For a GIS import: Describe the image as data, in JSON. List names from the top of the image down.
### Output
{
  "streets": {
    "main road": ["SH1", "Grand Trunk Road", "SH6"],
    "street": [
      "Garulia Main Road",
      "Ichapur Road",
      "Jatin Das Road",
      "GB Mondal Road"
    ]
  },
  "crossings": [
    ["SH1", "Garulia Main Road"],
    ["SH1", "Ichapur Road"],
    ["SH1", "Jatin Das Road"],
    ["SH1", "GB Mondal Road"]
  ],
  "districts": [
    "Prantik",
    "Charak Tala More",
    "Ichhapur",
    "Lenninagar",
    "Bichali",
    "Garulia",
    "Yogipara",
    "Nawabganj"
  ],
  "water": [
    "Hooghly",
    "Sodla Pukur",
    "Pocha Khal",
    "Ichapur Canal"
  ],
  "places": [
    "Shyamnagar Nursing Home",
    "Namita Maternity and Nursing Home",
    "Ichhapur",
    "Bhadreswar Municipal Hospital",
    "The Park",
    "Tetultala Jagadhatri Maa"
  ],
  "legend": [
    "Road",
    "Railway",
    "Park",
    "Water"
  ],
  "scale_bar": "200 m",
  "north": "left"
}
-------
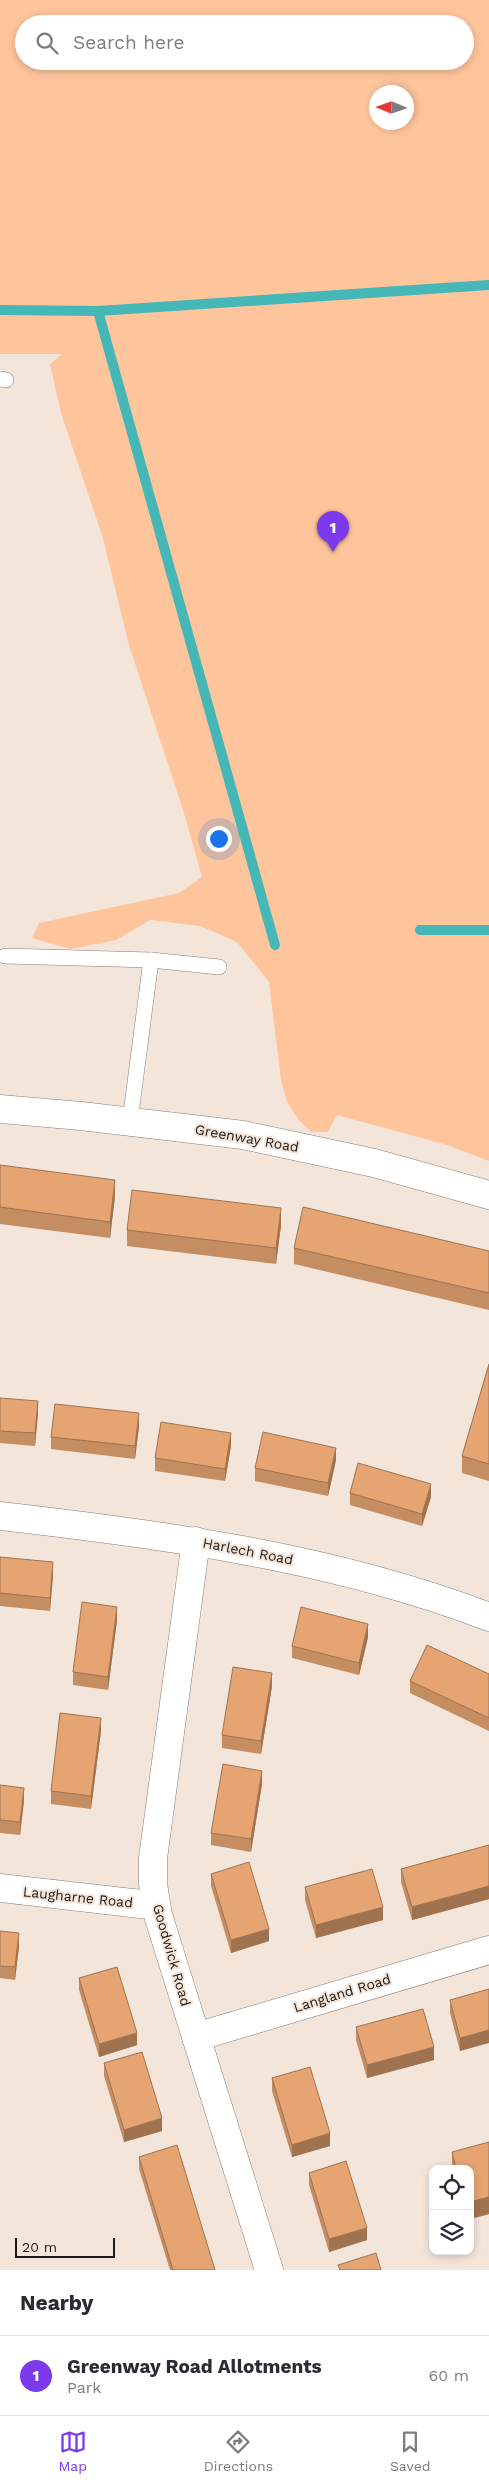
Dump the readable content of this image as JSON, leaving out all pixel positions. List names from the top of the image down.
-------
HOW TO COMPLETE THIS TASK ▸ Filter the lines above, keeping and copying those that contain "down".

SOLUTION FOR THIS PROBLEM ▸
For a GIS import: Describe the image as data, in JSON. List names from the top of the image down.
Dump the readable content of this image as JSON, leaving out all pixel positions. List names from the top of the image down.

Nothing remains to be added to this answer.